- YOUR OBJECTIVE -
Your answer should be one number: how many lines below hold the word "white".

BEGIN DATA RECORDS

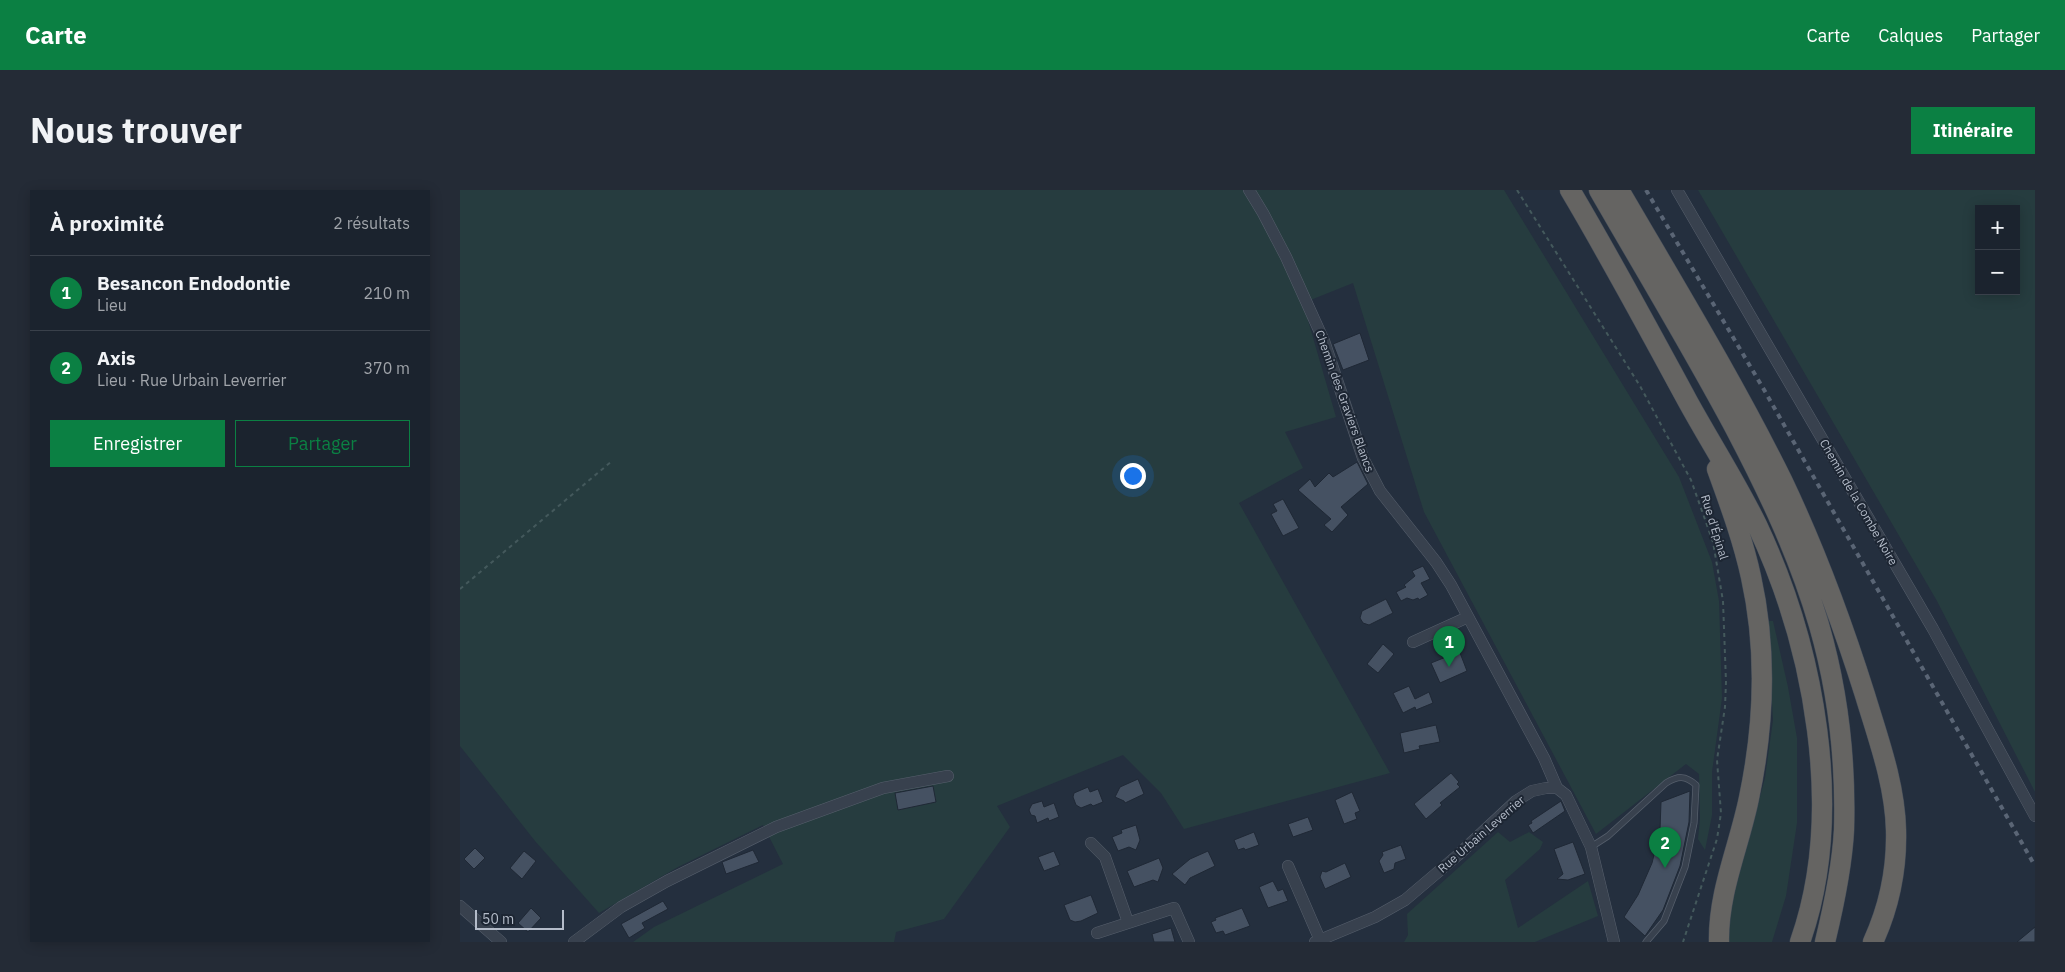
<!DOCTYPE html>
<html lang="fr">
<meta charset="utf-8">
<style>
body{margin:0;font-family:"IBM Plex Sans",sans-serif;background:#242b36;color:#f1f3f6}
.controls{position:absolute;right:15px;top:15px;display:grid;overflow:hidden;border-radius:0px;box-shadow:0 2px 12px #0003}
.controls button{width:45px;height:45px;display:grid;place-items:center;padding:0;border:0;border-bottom:1px solid #39404a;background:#1b232e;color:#f1f3f6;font:25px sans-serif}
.scale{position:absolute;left:15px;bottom:12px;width:89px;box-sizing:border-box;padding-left:5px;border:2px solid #b4bcc9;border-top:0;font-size:14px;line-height:18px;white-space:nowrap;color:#b4bcc9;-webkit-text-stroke:4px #1d2633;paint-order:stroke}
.you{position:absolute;left:672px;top:285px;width:18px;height:18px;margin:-12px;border:4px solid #fff;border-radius:50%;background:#1a73e8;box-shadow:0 0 0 8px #1a73e833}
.badge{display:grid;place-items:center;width:32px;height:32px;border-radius:50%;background:#0b8043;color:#fff;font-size:16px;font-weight:700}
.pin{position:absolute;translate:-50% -41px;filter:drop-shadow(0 1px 2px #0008)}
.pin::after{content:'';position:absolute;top:26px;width:18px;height:15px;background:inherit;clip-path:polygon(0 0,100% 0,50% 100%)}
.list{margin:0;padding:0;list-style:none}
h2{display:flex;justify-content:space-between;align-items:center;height:65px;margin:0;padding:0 20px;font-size:21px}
h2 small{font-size:16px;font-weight:400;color:#a0a4aa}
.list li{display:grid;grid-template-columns:32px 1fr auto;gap:15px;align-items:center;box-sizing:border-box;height:75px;padding:0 20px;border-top:1px solid #39404a}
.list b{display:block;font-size:19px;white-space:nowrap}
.list p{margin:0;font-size:16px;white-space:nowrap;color:#a0a4aa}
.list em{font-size:16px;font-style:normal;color:#a0a4aa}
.actions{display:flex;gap:10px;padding:15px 20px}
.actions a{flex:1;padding:11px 0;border:1px solid #0b8043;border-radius:0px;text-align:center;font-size:18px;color:#0b8043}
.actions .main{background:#0b8043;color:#fff}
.map{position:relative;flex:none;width:1575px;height:752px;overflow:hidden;border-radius:0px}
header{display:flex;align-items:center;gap:30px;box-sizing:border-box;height:70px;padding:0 25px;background:#0b8043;color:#fff}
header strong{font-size:24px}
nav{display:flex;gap:28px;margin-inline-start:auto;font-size:18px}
.intro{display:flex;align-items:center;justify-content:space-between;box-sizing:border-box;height:120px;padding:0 30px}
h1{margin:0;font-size:35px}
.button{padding:12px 22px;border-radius:0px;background:#0b8043;color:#fff;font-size:18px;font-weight:700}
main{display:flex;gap:30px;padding:0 30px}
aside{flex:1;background:#1b232e;border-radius:0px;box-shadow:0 2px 12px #0003}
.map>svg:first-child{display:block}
</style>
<header>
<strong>Carte</strong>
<nav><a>Carte</a><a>Calques</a><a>Partager</a></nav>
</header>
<div class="intro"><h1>Nous trouver</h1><a class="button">Itinéraire</a></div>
<main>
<aside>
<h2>À proximité<small>2 résultats</small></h2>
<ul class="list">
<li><span class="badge">1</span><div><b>Besancon Endodontie</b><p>Lieu</p></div><em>210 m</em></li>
<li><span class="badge">2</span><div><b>Axis</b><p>Lieu · Rue Urbain Leverrier</p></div><em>370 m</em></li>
</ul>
<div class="actions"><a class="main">Enregistrer</a><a>Partager</a></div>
</aside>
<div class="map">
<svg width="1575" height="752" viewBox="0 0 1575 752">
<rect width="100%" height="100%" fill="#242f3e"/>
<path fill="#263c3f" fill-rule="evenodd" d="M0 0H1044L1219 287 1252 372 1259 411 1262 508 1252 582V625L1245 660 1238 649 1240 628 1239 584 1226 574 1136 644 964 322 893 93 843 113 876 227 825 242 843 278 779 313 930 583 724 639 701 603 663 565 537 616 550 637 484 729 436 742 434 752H173L194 737 323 674 303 635 218 677 139 723 75 651 0 556Z
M1238 0H1575V602L1477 411ZM1519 19H1556V101H1519Z
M1307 431H1313L1328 497 1337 548V633L1326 706 1312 752H1266L1267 729 1305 588 1313 530Z
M1038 642 1050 652 1069 642 1083 652 1080 659 1045 690 1058 738 1128 691 1138 726 1075 752H944L948 745 947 724Z"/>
<path fill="#455162" stroke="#1f2835" d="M900 143 909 170 883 180 873 154Z
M897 272 908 294 881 317 888 325 872 342 864 335 871 329 838 300 850 289 855 297 869 283 873 287Z
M823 309 839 338 823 346 811 324 817 321 813 314Z
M963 376 970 389 961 393 968 405 959 410 958 408 953 410 947 408 941 411 936 402 946 397 944 395 955 386 952 381Z
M926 409 933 423 909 435 903 433 900 428 902 421Z
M923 454 934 464 918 483 907 474Z
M997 455 1007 481 980 493 971 473 991 465 988 459Z
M949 496 955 509 969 502 973 513 956 520 955 517 943 523 933 503Z
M976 535 980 552 959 556 960 559 944 563 940 543Z
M991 583 999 592 997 594 1000 597 980 613 982 615 966 629 954 614Z
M678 589 684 604 665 613 664 611 655 607 660 597Z
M473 596 476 612 438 620 435 603Z
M628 597 630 602 638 599 643 612 633 616 631 614 621 618 616 615 613 607 614 603Z
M1230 601 1229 632 1220 676 1203 720 1185 746 1164 727 1178 705 1192 673 1200 640 1201 612Z
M892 602 900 621 895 623 897 629 884 634 875 610Z
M582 611 584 617 594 613 599 627 589 631 588 628 577 633 575 626 571 625 569 620 572 614Z
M1101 611 1105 621 1073 643 1068 635 1072 633 1071 631Z
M848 627 853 640 833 647 828 634Z
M676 635 680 650 676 660 669 657 658 661 652 647 662 643 661 640Z
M794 642 799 655 785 660 784 658 778 660 774 650Z
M1113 652 1125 684 1108 690 1097 689 1103 684 1094 659Z
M941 655 946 669 935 673 934 679 924 683 919 671 923 665 922 662Z
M15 658 25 668 14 679 4 669Z
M293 660 299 672 266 684 262 672Z
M64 661 76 671 62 689 50 678Z
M594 661 600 675 584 681 578 667Z
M748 661 755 676 730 688 725 695 712 684 730 669Z
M699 668 703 678 698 692 693 690 674 697 667 681Z
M885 673 891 687 865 699 860 687 862 681 866 682Z
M813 691 818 701 823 699 828 711 808 718 799 697Z
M631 705 638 723 621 731 615 732 610 730 604 715Z
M203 711 208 719 182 733 185 738 169 748 161 734Z
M71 718 81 728 68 742 58 733Z
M782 718 790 736 765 745 763 741 756 743 751 732 756 730 755 728Z
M1575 737V752H1557Z
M711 738 715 752H694L692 744Z"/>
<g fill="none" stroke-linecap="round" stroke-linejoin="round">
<g stroke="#565f6c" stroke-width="7">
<path id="service" d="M1131 657 1148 646 1206 593C1218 586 1225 585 1236 595L1234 633 1225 677 1204 731 1186 752"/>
</g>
<g stroke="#565f6c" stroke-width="12">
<path id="minor" d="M789 0 803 23 826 67 864 151 903 268 920 301 976 372 991 395 1084 568 1097 598
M1217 0 1473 439 1575 626
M953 452 1008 427
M631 653 645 667 668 732
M828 676 860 750
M0 716 41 752
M637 743 714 718 729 752
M114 752 161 717 207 691 316 637 423 598 488 586
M855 752 915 727 945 710 998 665 1056 611 1072 601 1086 598H1097L1106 605 1131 657 1154 752"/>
</g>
<g stroke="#434c59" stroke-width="21">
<path id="trunk" d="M1110 0C1151 69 1189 140 1227 210 1250 252 1276 292 1297 335 1354 456 1386 622 1340 752
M1139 0C1185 80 1233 159 1276 240 1309 303 1339 366 1359 435 1378 501 1386 571 1384 640 1382 678 1374 715 1365 752
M1159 0C1215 96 1273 191 1322 290 1355 359 1382 432 1405 505 1418 548 1435 594 1436 640 1437 678 1429 717 1413 752
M1257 279C1270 315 1283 350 1291 387 1307 459 1304 536 1289 608 1279 657 1258 702 1259 752"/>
</g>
<path stroke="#44595c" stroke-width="2" stroke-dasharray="4 4" stroke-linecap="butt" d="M1057 0 1180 196 1231 290 1253 352 1263 411 1266 492 1265 517 1257 570 1261 623 1257 649 1223 752
M0 399 152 271"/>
<use href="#service" stroke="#38414e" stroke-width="5.5"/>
<use href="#minor" stroke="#38414e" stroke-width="11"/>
<use href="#trunk" stroke="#656462" stroke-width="20"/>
<path stroke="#5a6575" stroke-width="4" stroke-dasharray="5 5" stroke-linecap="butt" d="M1186 0 1303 198 1575 676"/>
</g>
<g text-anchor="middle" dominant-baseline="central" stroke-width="4" stroke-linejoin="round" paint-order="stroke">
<g font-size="12" fill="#b4bcc9" stroke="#1d2633">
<text transform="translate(885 211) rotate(70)">Chemin des Graviers Blancs</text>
<text transform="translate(1399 312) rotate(60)">Chemin de la Combe Noire</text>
<text transform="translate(1255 337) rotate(73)">Rue d'Épinal</text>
<text transform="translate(1021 644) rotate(-41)">Rue Urbain Leverrier</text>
</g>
</g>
</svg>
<div class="controls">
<button>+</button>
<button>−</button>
</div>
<div class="scale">50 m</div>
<div class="you"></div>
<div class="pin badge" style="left:989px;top:477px">1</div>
<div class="pin badge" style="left:1205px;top:678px">2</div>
</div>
</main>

END DATA RECORDS

- TASK ANSWER -
3